WHAT YOU HAVE TO DO
Report, in full, each line of the material below in which the string "green" occurs.

AVAILABLE DATA
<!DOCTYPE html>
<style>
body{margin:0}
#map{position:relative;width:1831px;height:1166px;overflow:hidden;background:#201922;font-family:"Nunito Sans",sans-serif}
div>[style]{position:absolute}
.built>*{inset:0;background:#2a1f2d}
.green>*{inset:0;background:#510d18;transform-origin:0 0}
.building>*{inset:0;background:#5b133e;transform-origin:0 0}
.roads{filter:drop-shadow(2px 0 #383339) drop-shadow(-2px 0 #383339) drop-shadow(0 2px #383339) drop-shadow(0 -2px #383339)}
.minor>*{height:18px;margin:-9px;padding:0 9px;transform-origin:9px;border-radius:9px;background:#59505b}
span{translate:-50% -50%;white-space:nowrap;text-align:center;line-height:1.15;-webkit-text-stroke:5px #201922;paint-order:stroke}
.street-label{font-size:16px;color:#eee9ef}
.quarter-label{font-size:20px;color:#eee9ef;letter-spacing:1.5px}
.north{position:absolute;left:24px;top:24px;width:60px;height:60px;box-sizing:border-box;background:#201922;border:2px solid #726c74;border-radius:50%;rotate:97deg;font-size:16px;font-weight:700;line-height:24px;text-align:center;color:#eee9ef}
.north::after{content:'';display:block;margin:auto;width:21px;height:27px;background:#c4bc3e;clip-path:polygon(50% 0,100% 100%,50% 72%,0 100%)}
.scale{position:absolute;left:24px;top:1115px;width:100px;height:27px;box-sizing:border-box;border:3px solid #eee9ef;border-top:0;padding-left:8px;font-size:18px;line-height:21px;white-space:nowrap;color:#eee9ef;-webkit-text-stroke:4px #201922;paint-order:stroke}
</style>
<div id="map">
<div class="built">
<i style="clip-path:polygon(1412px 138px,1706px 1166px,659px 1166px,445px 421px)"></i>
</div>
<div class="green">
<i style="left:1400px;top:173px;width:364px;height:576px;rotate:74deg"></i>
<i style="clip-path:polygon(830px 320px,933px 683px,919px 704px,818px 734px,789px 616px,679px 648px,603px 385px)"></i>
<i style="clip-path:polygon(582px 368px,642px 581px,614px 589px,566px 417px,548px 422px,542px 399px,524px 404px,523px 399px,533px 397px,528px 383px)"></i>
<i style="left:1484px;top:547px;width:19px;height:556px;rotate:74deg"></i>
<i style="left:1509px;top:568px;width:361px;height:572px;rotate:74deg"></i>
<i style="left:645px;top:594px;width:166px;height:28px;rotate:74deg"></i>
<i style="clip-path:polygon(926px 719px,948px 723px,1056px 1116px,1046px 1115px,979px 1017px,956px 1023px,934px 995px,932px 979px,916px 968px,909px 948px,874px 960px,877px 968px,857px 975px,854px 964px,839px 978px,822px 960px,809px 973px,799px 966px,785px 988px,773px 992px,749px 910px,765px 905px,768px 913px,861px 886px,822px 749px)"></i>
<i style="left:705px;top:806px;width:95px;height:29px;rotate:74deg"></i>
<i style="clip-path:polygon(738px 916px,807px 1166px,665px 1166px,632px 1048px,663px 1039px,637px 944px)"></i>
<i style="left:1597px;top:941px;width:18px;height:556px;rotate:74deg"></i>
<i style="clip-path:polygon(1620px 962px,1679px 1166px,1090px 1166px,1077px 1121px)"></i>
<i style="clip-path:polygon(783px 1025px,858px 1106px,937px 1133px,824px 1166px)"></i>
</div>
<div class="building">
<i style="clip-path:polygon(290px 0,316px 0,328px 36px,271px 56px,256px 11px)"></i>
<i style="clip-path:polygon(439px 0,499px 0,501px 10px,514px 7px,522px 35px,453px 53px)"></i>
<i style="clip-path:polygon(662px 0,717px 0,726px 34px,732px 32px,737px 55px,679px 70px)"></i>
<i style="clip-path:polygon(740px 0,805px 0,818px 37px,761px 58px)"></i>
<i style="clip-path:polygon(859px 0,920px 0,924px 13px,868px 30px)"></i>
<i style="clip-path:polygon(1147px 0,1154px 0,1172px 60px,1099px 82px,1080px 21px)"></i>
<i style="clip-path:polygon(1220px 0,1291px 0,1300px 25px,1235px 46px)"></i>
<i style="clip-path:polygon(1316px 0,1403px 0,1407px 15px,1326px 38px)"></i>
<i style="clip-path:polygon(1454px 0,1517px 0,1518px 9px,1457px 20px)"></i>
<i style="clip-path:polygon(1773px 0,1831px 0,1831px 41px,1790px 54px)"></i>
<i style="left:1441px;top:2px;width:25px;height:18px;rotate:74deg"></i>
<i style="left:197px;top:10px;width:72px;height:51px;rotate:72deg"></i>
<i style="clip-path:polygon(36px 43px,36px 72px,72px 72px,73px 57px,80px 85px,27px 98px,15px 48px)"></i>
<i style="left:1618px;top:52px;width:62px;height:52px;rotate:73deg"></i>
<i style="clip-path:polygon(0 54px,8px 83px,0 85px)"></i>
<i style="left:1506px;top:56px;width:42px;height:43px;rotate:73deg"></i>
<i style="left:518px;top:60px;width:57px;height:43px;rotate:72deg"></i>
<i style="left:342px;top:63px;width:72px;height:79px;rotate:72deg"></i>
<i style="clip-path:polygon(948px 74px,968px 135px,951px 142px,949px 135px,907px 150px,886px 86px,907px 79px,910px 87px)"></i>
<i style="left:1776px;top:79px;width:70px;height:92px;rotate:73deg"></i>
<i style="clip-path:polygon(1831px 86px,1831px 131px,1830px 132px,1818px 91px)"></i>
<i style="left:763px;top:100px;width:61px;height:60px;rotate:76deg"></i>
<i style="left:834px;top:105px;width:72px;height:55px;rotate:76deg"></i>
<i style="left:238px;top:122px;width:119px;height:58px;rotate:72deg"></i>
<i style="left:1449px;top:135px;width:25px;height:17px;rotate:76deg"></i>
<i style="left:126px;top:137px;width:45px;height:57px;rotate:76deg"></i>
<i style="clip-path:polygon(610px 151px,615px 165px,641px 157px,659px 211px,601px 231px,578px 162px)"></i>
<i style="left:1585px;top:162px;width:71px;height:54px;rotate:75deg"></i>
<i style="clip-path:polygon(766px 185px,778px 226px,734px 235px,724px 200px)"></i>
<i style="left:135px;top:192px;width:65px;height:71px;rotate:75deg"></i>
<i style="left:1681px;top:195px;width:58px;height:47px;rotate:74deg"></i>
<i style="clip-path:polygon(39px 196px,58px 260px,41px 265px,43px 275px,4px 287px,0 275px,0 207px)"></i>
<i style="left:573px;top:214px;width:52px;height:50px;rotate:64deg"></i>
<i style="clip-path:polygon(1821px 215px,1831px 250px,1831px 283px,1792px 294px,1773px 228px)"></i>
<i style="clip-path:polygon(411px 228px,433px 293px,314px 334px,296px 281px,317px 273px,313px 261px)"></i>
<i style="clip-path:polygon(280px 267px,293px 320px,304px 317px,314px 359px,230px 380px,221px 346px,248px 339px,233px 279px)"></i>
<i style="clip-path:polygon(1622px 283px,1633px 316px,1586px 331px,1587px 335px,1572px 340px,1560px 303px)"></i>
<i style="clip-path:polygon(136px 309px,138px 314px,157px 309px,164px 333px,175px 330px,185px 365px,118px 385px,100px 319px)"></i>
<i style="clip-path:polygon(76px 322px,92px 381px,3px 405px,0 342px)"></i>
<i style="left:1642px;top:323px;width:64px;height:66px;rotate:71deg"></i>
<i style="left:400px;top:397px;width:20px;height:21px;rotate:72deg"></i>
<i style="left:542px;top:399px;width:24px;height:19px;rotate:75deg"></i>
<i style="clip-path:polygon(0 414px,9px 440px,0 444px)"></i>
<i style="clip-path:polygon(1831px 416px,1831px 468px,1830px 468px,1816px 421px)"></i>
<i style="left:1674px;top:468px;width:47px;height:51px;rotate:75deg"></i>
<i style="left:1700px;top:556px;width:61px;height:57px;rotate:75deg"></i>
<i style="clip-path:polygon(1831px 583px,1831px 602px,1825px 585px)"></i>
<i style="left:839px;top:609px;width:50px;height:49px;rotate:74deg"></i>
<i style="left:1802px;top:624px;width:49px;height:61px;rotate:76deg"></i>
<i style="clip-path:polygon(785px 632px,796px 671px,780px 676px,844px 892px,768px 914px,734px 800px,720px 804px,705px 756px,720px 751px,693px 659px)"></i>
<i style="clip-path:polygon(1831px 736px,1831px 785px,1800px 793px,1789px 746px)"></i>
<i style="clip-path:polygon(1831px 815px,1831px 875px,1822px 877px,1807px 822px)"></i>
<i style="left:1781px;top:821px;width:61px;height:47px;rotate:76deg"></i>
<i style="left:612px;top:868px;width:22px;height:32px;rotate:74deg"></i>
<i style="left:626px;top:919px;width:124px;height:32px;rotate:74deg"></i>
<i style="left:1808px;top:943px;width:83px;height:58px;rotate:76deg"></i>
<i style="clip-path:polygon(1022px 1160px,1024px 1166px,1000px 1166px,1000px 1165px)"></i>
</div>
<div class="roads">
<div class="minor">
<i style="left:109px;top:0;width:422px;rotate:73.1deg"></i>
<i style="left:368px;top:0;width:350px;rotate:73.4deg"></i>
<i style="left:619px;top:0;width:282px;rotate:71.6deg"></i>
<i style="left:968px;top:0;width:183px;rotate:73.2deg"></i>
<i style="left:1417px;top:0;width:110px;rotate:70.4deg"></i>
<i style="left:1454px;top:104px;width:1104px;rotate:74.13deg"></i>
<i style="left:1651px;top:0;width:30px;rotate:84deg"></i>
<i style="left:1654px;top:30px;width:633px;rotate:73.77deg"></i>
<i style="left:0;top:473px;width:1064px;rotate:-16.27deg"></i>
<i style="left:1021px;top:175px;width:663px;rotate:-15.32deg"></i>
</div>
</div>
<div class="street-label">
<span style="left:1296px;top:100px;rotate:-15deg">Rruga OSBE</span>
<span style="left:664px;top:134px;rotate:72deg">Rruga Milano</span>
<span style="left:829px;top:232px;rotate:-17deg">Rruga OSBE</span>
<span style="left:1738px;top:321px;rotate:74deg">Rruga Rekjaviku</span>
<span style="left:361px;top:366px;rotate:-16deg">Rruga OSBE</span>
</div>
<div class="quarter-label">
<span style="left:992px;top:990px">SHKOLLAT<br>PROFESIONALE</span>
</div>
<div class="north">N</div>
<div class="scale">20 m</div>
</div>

SOLVED PROBLEM
.green>*{inset:0;background:#510d18;transform-origin:0 0}
<div class="green">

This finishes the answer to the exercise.